* What you have to do
Nothing should appear in the answer except the lines below from the line containing "Task: Read the" through the line containing "Annotation task. Convert", copied exactly, with pictures left out.

[Stored data]
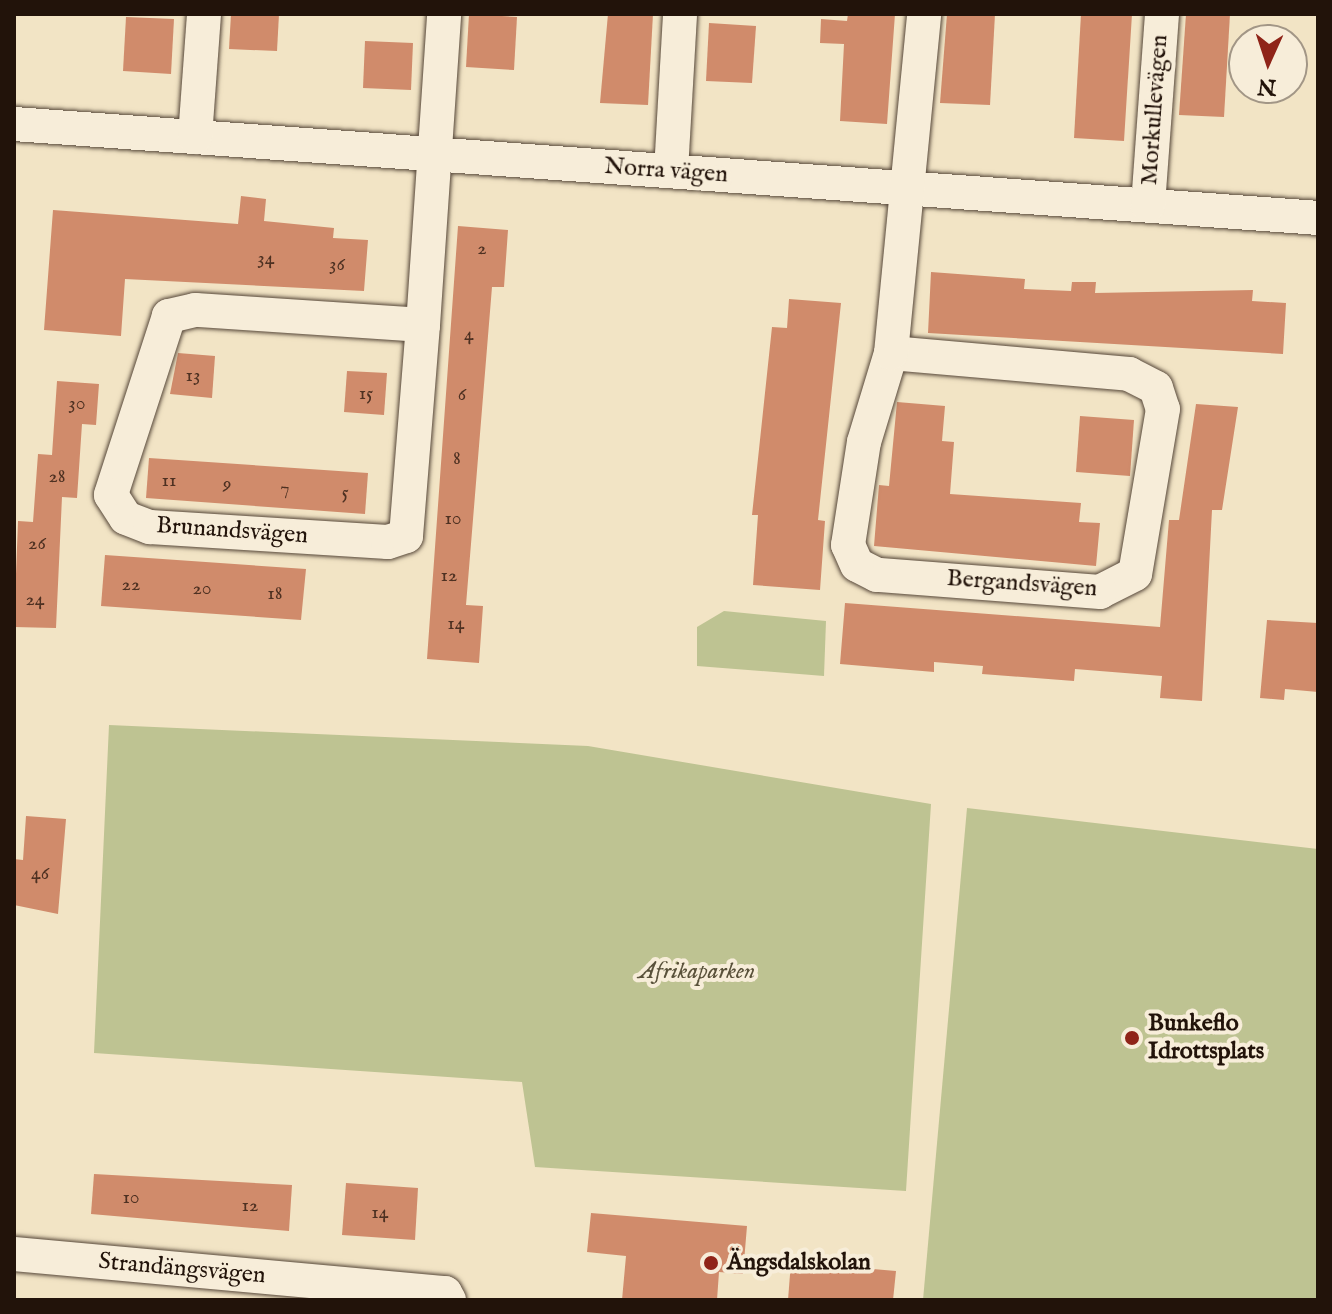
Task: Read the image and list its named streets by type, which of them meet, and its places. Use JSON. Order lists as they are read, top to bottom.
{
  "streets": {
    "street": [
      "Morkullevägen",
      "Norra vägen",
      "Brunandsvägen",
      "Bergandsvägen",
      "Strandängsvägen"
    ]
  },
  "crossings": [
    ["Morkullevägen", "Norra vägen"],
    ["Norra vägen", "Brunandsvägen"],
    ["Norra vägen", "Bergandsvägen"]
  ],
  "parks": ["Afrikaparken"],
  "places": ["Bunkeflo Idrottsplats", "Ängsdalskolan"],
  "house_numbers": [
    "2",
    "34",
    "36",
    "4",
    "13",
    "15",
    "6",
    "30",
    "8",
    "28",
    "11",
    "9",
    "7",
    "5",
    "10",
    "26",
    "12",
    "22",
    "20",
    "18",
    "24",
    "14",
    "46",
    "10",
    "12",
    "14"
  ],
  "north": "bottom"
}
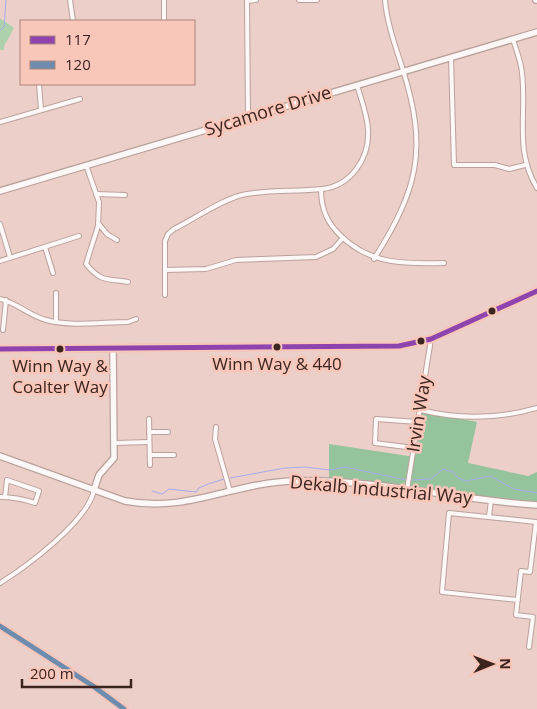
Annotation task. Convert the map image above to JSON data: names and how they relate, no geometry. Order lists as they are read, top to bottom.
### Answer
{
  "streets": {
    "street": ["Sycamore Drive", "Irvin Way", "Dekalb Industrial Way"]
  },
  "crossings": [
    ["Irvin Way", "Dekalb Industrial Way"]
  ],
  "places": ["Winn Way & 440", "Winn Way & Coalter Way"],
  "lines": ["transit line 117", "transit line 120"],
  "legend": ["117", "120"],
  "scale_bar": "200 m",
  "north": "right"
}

* * *

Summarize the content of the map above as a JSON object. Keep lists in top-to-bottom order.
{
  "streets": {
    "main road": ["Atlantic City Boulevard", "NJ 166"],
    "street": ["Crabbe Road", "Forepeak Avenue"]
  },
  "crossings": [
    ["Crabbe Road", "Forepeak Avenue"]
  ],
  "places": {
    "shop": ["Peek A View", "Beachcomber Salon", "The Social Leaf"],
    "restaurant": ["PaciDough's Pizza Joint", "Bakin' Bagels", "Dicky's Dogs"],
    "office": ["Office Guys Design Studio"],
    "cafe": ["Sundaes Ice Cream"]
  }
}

* Answer space
Task: Read the image and list its named streets by type, which of them meet, and its places. Use JSON. Order lists as they are read, top to bottom.
{
  "streets": {
    "street": [
      "Morkullevägen",
      "Norra vägen",
      "Brunandsvägen",
      "Bergandsvägen",
      "Strandängsvägen"
    ]
  },
  "crossings": [
    ["Morkullevägen", "Norra vägen"],
    ["Norra vägen", "Brunandsvägen"],
    ["Norra vägen", "Bergandsvägen"]
  ],
  "parks": ["Afrikaparken"],
  "places": ["Bunkeflo Idrottsplats", "Ängsdalskolan"],
  "house_numbers": [
    "2",
    "34",
    "36",
    "4",
    "13",
    "15",
    "6",
    "30",
    "8",
    "28",
    "11",
    "9",
    "7",
    "5",
    "10",
    "26",
    "12",
    "22",
    "20",
    "18",
    "24",
    "14",
    "46",
    "10",
    "12",
    "14"
  ],
  "north": "bottom"
}
Annotation task. Convert the map image above to JSON data: names and how they relate, no geometry. Order lists as they are read, top to bottom.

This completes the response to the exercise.